Published Between Past and Future (New York: Viking Press. 246 pp.)
1961 - 1962
Fellow, Center for Advanced Studies, Wesleyan University, Middletown, Conn.
1963
Published Eichmann in Jerusalem: A Report on the Banality of Evil (New York: Viking Press. 275 pp.)
Published On Revolution (New York: Viking Press. 343 pp.)
1963 - 1975
Professor and visiting lecturer, Committee on Social Thought, University of Chicago, Chicago, Ill.
1967
Received Sigmund Freud Prize of the German Akademie für Sprache und Dichtung
1967 - 1975
University professor of philosophy, New School for Social Research, New York, N.Y.
1968
Published Men in Dark Times (New York: Harcourt, Brace & World. 272 pp.)
1969
Awarded Emerson-Thoreau Medal of the American Academy of Arts and Sciences
1969 - 1975
Associate Fellow, Calhoun College, Yale University, New Haven, Conn.
1970
Published On Violence (New York: Harcourt, Brace & World. 106 pp.)
1972
Published Crises of the Republic (New York: Harcourt Brace Jovanovich. 240 pp.)
1972 - 1975
Member, Advisory Council of the Department of Philosophy, Princeton University, Princeton, N.J.
1973 - 1974
Delivered Gifford lectures, University of Aberdeen, Aberdeen, Scotland
1975
Awarded Sonning Prize in Denmark
1975, Dec. 4
Died, New York, N.Y.
1978
Posthumous publication of The Jew as Pariah, edited with an introduction by Ron H. Feldman (New York: Grove Press. 288 pp.)
Posthumous publication of The Life of the Mind (New York: Harcourt Brace Jovanovich. 2 vols.)
1982
Posthumous publication of Lectures on Kant's Political Philosophy, edited with an interpretive essay by Ronald Beiner (Chicago: University of Chicago Press. 174 pp.)
1994
Posthumous publication of Essays in Understanding, 1930-1954, edited by Jerome Kohn (New York: Harcourt, Brace & Co. 458 pp.)
1996
Posthumous publication of Love and Saint Augustine, edited and with an interpretive essay by Joanna Vecchiarelli Scott and Judith Chelius Stark (Chicago: University of Chicago Press. 233 pp.)
Publication of Hannah Arendt/Heinrich Blücher: Briefe 1936-1968, edited and with an introduction by Lotte Köhler (Munich: Piper. 596 pp.); translated into English by Peter Constantine and published in 2000 as Within Four Walls: The Correspondence between Hannah Arendt and Heinrich Blücher, 1936-1968 (N.Y.: Harcourt. 459 pp.)

Extent

25,000 items
95 containers
1 oversize
38 linear feet
8 digital files (2.28 GB)

Abstract

Author, educator, and political philosopher.

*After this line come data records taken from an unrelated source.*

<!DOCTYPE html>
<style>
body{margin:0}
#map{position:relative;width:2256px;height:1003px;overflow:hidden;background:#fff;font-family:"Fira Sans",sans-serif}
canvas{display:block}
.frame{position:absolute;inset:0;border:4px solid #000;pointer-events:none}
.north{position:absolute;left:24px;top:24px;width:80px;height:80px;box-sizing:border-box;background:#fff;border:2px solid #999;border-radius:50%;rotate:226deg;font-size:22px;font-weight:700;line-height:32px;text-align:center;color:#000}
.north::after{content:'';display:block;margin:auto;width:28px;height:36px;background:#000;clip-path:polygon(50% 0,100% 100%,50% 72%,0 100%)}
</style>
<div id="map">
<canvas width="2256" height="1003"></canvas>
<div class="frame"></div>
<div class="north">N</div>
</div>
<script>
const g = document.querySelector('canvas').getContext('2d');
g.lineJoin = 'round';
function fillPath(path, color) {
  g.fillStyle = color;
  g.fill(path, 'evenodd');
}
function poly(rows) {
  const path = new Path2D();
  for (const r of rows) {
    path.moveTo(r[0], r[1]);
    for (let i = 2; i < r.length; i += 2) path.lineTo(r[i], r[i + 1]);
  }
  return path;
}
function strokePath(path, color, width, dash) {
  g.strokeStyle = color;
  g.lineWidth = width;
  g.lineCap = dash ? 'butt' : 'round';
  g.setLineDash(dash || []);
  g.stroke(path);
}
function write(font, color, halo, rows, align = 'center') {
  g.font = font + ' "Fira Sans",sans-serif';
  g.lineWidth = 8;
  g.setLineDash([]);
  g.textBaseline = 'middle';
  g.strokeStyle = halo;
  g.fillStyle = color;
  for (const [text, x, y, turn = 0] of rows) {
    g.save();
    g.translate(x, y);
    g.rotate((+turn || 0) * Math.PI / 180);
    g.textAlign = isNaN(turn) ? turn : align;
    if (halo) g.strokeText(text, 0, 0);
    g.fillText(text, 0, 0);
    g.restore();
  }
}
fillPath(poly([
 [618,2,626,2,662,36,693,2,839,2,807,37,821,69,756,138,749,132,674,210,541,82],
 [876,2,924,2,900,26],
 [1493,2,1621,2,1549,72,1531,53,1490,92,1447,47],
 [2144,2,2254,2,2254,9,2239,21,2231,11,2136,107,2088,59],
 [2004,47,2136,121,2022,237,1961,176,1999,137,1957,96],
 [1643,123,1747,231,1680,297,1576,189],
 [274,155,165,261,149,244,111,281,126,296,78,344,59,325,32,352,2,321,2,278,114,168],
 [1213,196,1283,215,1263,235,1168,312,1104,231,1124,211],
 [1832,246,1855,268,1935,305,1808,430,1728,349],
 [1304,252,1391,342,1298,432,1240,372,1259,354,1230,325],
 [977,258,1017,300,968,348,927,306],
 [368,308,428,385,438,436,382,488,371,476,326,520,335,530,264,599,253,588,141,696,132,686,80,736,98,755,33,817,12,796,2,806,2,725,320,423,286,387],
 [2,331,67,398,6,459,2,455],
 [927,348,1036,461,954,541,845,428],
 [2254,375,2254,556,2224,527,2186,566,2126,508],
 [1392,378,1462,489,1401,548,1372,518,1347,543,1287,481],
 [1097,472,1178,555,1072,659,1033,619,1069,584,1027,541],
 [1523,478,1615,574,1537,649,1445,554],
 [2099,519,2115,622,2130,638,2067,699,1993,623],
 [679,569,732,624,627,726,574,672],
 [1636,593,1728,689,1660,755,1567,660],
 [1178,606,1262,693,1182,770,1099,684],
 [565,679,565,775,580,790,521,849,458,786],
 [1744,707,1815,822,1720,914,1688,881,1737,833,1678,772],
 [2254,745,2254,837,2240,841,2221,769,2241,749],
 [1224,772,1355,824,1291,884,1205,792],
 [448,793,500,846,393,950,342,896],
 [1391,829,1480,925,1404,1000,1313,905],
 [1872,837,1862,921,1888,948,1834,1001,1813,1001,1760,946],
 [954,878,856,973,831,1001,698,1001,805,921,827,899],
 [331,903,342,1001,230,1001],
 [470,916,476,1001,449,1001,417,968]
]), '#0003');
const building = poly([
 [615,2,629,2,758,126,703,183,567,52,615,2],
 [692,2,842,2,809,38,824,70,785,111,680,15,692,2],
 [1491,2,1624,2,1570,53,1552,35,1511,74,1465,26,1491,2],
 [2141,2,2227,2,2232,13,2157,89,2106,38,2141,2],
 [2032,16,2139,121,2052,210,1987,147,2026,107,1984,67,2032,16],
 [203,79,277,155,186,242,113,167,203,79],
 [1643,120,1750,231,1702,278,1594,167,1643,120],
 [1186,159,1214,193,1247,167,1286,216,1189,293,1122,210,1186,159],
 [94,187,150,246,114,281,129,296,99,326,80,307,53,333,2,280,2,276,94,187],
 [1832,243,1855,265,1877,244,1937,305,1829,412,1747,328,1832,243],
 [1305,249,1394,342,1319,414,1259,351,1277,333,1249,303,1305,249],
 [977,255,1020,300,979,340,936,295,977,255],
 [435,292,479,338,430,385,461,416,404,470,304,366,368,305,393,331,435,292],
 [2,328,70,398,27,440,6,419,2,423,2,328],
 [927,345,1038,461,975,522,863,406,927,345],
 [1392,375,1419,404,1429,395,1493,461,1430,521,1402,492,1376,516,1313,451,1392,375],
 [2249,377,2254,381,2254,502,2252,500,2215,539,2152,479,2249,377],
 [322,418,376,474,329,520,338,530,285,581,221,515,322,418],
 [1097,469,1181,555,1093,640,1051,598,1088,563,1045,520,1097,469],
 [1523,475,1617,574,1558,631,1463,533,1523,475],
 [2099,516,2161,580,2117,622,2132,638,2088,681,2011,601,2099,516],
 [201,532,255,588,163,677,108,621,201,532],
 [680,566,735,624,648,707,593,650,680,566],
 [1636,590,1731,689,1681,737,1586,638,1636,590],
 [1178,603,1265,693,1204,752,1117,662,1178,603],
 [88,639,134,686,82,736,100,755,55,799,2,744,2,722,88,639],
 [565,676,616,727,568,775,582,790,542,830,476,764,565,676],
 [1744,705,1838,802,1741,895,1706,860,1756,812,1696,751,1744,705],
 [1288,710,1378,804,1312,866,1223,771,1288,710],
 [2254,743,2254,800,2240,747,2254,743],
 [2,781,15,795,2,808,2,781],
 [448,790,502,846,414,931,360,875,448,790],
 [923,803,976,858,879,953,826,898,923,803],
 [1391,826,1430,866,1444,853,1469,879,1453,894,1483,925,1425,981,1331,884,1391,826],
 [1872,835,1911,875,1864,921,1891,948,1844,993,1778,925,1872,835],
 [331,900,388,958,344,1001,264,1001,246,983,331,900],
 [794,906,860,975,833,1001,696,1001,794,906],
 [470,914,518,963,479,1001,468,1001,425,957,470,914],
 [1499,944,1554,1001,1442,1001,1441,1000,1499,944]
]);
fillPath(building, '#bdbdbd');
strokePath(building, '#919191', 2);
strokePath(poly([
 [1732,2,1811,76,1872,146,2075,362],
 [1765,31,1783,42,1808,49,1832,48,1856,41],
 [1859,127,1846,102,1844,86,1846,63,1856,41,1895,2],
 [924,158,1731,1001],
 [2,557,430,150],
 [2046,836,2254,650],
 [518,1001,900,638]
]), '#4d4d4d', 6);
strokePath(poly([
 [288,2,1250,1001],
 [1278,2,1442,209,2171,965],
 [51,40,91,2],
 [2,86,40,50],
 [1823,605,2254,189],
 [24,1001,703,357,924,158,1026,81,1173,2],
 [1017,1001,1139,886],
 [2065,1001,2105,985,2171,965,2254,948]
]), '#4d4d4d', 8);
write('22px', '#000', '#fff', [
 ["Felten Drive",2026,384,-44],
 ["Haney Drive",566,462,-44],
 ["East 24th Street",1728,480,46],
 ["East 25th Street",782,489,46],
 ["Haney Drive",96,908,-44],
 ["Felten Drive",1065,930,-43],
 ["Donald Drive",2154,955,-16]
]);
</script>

Correspondence, articles, lectures, speeches, book manuscripts, subject files, transcripts of trial proceedings, notes, printed matter, and digital video files pertaining to the writings and academic career of Hannah Arendt.

Technical Requirements

Digital media files are in .vob format, and can be opened in media player software.

Acquisition Information

The papers of Hannah Arendt, author, educator, and political philosopher, were received by the Library of Congress in various installments from 1965 to 2000 as a gift and bequest from Arendt. Small additions were made by Klaus Loewald in 1981, Roger Errera in 1994, Jochen Kölsch in 2006, Ursula Ludz in 2008, and Patchen Markell in 2018.

Online Content

The Hannah Arendt Papers are available on the Library of Congress website at https://hdl.loc.gov/loc.mss/collmss.ms000011. To promote preservation of the originals, researchers are required to consult the online edition as available.

Transfers

Photographs have been transferred to the Prints and Photographs Division where they are identified as part of the Hannah Arendt Papers. Patrons are encouraged to contact the Prints and Photographs Division in advance of a research visit.

Processing History

The papers of Hannah Arendt were initially organized and described in 1965 and 1967 by Frank Burke and Carolyn H. Sung. A large group of the material received in 1977 was incorporated into the collection in 1980 by Allan Teichroew. Items received in 1982 were processed as Addition I by Allan Teichroew. Material received between 1985 and 1997 was processed as Addition II in 1998 by David Mathisen. Material comprising Addition III was received and organized in 2000 by Michael Spangler. The entire collection was reprocessed and the register was revised in 2000 by Michael Spangler with the assistance of Alys Glaze and Kathryn Sukites. Material comprising Addition IV was received from 2006 to 2018. Addition IV was processed and the finding aid revised by Amanda Loeb in 2022.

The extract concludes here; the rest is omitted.